Dataset entries:
◆ ◆ ◆ ◆
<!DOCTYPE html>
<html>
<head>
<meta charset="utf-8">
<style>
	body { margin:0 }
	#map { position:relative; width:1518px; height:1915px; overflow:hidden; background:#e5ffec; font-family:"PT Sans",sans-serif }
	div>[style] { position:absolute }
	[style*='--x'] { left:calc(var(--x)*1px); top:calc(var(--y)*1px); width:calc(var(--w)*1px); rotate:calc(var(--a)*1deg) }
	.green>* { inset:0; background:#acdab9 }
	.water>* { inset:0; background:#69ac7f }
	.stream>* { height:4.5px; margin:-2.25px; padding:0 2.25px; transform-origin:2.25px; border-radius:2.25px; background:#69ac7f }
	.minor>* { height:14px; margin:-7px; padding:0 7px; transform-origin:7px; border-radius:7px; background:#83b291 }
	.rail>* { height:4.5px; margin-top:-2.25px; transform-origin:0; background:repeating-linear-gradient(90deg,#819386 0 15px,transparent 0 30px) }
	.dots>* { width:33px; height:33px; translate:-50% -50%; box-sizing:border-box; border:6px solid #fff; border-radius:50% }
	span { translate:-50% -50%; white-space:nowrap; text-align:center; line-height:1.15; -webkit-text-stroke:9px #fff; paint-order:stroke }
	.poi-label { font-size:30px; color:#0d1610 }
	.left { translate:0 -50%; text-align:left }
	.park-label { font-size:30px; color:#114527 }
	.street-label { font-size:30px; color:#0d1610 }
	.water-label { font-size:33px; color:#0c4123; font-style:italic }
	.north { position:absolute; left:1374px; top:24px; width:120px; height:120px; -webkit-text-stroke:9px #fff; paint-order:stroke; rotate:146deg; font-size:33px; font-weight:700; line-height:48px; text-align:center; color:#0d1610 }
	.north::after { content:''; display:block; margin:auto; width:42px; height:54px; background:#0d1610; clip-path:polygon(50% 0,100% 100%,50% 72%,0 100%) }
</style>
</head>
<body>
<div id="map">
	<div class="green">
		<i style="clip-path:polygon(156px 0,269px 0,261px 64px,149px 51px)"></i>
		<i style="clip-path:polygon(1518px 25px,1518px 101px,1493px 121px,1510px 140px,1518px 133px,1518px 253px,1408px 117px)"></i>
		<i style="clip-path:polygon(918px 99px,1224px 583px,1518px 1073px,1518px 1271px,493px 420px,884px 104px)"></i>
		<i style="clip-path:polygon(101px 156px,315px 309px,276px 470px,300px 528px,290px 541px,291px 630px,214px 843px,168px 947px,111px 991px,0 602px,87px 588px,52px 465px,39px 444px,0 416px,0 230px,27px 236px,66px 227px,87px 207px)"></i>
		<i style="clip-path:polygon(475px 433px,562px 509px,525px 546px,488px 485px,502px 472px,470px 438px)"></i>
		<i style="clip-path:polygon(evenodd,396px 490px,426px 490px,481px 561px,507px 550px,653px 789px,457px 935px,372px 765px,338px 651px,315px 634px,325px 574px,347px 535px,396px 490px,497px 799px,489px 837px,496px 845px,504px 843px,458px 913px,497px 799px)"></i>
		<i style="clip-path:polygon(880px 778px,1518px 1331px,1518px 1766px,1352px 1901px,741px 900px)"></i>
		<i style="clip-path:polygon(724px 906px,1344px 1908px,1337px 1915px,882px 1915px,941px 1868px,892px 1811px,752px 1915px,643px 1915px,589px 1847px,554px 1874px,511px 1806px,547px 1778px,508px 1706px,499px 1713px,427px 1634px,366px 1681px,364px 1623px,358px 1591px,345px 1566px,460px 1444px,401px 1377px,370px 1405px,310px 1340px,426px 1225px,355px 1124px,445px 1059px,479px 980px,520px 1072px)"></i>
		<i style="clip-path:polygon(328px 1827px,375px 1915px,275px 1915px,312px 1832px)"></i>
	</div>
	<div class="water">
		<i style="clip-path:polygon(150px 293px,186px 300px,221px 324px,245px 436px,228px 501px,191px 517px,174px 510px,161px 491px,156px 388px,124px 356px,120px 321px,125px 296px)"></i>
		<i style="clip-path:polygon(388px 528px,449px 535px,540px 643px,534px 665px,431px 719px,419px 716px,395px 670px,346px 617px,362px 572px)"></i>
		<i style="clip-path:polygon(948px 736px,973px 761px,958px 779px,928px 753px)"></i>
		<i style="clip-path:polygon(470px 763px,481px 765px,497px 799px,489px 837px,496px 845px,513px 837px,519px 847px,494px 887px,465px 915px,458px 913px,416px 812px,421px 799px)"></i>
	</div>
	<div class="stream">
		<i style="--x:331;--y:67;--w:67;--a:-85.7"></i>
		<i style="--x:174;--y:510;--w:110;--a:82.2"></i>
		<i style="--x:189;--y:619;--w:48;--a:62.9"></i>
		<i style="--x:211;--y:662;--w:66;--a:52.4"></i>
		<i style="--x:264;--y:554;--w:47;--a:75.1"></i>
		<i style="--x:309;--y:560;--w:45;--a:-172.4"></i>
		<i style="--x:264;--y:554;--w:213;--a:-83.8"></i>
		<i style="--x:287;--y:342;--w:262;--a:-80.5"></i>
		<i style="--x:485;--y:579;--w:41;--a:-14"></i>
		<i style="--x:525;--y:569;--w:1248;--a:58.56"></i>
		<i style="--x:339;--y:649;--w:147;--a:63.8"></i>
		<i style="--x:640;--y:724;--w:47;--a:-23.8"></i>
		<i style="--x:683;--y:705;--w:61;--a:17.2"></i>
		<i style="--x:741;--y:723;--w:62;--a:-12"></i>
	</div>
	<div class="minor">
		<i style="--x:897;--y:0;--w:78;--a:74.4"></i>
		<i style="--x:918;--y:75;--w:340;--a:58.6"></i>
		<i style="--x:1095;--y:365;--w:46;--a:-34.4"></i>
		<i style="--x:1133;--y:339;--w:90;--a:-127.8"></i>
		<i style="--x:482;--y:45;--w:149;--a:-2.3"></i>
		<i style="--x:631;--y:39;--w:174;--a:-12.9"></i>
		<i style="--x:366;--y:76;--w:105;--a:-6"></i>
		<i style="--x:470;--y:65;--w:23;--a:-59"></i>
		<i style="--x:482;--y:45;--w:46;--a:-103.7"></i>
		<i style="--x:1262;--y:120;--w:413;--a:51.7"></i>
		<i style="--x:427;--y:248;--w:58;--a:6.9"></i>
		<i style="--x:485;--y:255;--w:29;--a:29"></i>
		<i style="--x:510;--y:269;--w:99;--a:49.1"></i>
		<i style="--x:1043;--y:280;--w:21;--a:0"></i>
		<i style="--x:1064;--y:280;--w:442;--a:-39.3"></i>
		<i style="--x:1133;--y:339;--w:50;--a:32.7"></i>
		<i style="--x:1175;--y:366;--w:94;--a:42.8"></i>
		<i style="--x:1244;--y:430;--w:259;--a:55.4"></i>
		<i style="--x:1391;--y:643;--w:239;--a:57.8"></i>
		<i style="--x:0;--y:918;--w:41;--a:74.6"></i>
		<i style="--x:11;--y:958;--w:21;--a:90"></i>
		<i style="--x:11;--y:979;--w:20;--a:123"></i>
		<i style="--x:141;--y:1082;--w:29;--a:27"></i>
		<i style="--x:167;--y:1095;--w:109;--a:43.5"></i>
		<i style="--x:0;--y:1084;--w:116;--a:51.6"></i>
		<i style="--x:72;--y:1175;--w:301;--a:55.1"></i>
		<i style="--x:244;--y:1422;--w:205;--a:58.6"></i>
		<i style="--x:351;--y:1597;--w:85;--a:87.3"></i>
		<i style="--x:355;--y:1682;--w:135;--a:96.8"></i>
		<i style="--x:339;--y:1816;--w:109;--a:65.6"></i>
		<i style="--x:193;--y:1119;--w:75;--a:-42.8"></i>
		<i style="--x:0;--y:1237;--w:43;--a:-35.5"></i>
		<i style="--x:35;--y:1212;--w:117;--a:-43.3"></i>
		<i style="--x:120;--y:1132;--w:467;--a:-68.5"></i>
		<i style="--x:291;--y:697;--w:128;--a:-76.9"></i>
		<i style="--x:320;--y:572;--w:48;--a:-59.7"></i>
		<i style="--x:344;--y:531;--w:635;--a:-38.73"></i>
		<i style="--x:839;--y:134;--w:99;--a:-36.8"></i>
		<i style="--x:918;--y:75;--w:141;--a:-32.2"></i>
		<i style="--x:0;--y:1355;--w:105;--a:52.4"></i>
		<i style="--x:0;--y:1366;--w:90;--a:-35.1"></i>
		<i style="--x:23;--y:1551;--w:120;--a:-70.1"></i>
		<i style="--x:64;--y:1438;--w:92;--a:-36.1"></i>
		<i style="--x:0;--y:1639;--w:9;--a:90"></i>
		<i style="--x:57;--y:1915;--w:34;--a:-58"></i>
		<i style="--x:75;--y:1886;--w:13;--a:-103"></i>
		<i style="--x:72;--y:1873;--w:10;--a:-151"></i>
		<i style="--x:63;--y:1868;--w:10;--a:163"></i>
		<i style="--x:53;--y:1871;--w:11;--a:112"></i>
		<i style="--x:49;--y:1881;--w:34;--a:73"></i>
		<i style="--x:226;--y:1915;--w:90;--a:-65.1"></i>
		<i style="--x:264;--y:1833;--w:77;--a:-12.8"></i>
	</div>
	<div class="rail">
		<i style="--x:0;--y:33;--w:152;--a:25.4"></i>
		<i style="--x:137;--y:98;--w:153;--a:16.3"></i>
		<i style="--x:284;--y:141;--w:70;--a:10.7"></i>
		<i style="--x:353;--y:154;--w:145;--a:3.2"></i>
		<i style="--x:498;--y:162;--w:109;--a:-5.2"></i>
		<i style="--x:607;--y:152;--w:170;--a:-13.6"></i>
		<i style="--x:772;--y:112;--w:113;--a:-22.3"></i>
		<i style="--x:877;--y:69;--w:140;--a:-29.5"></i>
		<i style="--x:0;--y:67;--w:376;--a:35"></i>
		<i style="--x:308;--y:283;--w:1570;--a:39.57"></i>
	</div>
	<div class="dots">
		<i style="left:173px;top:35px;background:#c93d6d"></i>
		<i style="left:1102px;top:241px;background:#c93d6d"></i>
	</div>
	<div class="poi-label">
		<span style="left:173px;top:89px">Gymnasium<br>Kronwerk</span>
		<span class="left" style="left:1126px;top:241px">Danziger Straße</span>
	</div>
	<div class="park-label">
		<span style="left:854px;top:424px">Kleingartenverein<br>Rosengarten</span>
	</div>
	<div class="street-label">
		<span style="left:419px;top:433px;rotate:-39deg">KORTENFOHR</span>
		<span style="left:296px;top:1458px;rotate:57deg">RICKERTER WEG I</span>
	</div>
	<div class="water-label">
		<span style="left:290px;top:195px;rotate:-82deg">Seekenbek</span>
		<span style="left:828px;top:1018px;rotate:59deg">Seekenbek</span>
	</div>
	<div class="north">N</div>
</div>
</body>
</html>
◆ ◆ ◆ ◆
**PROBLEM DETAILS:** Pull out every line of the records above that contains the word "stream".

**EXERCISE ANSWER:**
	.stream>* { height:4.5px; margin:-2.25px; padding:0 2.25px; transform-origin:2.25px; border-radius:2.25px; background:#69ac7f }
	<div class="stream">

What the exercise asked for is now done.